INSTRUCTIONS TO FOLLOW: Your answer should be one number: how many lines below hold the word "they".

· · · · · · ·

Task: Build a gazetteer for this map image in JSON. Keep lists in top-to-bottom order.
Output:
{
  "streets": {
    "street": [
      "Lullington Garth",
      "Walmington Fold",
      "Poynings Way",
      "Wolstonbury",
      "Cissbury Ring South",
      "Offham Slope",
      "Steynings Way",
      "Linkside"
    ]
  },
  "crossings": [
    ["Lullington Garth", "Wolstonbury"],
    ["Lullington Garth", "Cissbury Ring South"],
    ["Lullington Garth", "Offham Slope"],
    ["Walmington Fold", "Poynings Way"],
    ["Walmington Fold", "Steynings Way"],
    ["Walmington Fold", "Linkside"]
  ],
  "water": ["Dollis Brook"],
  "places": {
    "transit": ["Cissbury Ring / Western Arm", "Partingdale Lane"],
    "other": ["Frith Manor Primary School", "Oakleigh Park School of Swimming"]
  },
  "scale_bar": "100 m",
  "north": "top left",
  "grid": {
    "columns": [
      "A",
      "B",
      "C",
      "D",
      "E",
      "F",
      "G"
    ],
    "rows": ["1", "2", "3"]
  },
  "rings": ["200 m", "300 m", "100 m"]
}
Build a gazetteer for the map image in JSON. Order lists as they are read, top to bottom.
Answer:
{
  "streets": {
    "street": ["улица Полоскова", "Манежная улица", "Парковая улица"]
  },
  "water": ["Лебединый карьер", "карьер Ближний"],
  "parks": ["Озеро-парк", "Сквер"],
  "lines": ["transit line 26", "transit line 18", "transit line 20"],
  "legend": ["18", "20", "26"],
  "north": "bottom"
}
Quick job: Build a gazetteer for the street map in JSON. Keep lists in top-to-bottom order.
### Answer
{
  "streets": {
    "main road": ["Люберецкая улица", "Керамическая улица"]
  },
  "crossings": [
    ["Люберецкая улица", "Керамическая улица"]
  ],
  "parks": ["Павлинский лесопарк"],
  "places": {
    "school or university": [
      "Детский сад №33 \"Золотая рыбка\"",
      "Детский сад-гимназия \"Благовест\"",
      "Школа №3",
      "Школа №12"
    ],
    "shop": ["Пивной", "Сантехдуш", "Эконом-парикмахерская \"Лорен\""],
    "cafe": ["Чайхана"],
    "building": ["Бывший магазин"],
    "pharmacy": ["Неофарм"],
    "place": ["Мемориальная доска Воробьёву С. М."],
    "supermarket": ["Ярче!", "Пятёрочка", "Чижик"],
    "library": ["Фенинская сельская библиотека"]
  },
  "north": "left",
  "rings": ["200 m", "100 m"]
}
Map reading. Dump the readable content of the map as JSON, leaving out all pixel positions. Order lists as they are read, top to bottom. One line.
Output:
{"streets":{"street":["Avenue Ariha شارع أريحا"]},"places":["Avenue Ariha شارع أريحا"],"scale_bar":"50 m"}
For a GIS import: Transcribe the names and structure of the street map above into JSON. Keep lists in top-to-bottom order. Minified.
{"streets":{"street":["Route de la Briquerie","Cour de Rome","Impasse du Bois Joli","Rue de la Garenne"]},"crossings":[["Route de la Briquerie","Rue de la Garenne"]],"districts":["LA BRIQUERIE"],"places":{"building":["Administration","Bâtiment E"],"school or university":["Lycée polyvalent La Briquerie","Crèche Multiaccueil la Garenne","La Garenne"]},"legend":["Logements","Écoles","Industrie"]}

· · · · · · ·

WRITTEN SOLUTION: 2